* EXERCISE:
Your task is to write out the entire listing exactly, omitting its pictures.

++++++++++

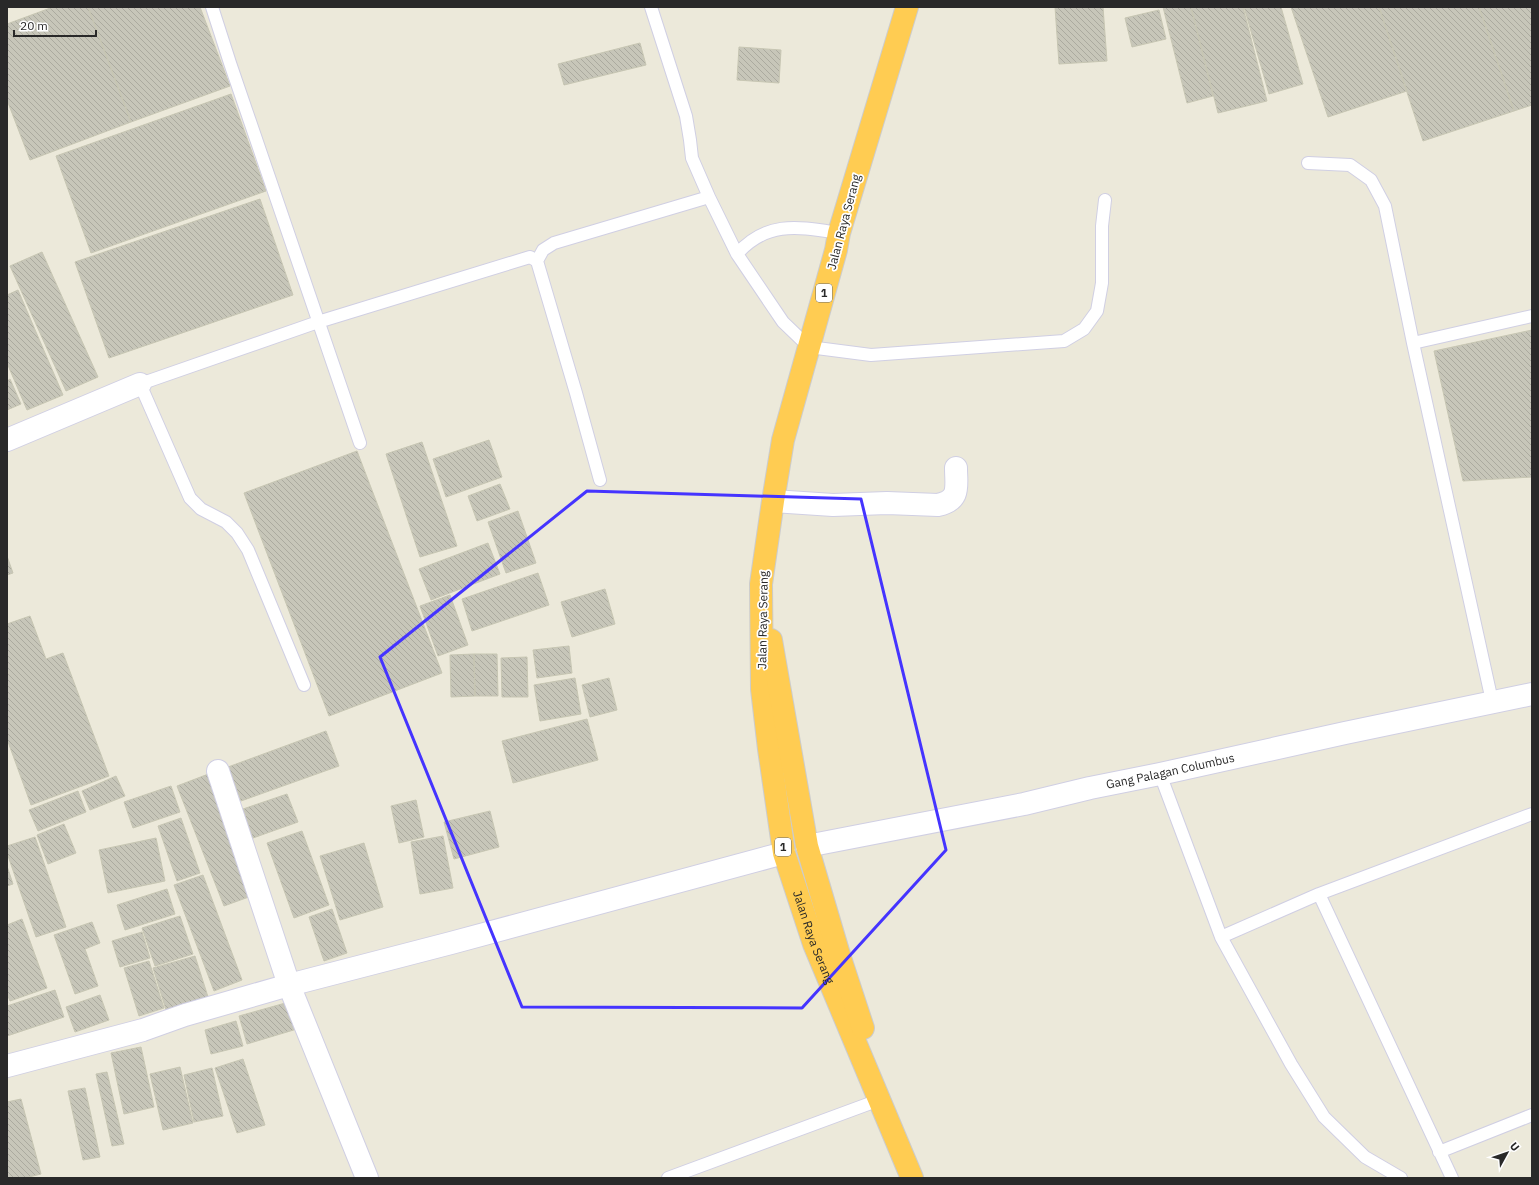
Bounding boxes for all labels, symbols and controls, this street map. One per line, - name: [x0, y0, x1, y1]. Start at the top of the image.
- scale bar: [14, 12, 96, 38]
- text: 20 m: [20, 18, 48, 33]
- street label: Jalan Raya Serang: [824, 172, 864, 271]
- road number: 1: [816, 284, 832, 302]
- street label: Jalan Raya Serang: [754, 570, 771, 669]
- street label: Gang Palagan Columbus: [1105, 750, 1236, 792]
- road number: 1: [775, 838, 791, 856]
- street label: Jalan Raya Serang: [790, 889, 838, 987]
- north arrow: [1487, 1133, 1527, 1173]
- text: U: [1507, 1139, 1522, 1154]

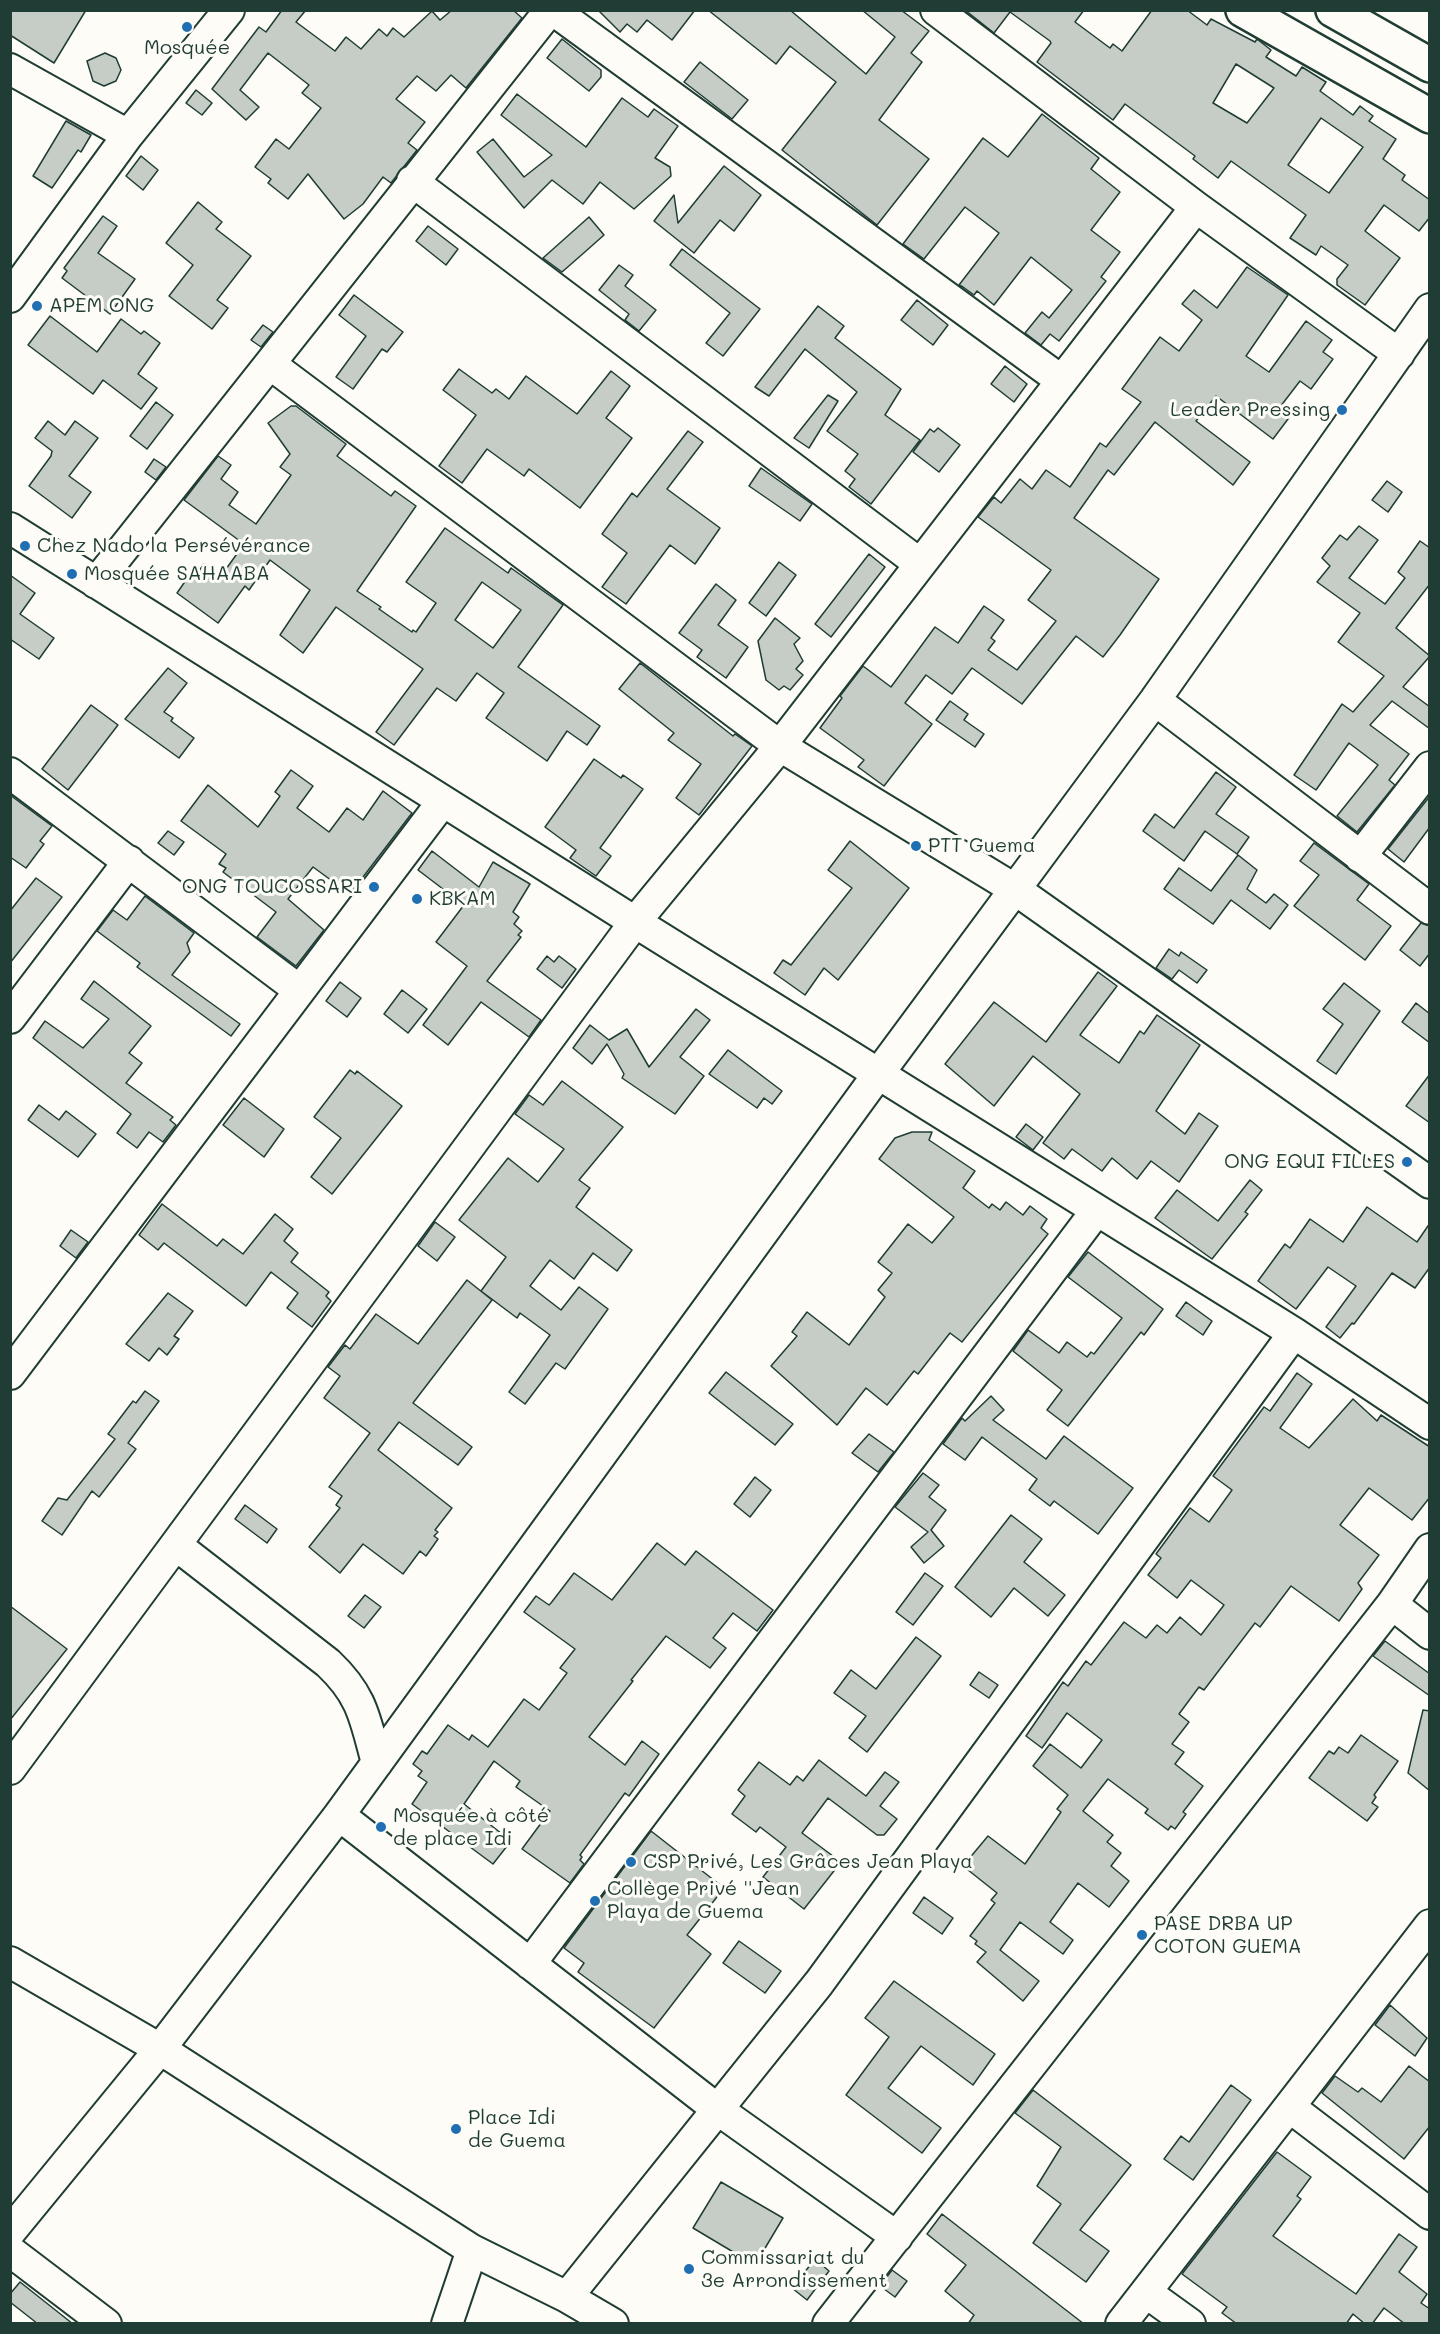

++++++++++

* ANSWER BELOW:
Bounding boxes for all labels, symbols and controls, this street map. One per line, - name: [x0, y0, x1, y1]. Start at the top of the image.
- scale bar: [14, 12, 96, 38]
- text: 20 m: [20, 18, 48, 33]
- street label: Jalan Raya Serang: [824, 172, 864, 271]
- road number: 1: [816, 284, 832, 302]
- street label: Jalan Raya Serang: [754, 570, 771, 669]
- street label: Gang Palagan Columbus: [1105, 750, 1236, 792]
- road number: 1: [775, 838, 791, 856]
- street label: Jalan Raya Serang: [790, 889, 838, 987]
- north arrow: [1487, 1133, 1527, 1173]
- text: U: [1507, 1139, 1522, 1154]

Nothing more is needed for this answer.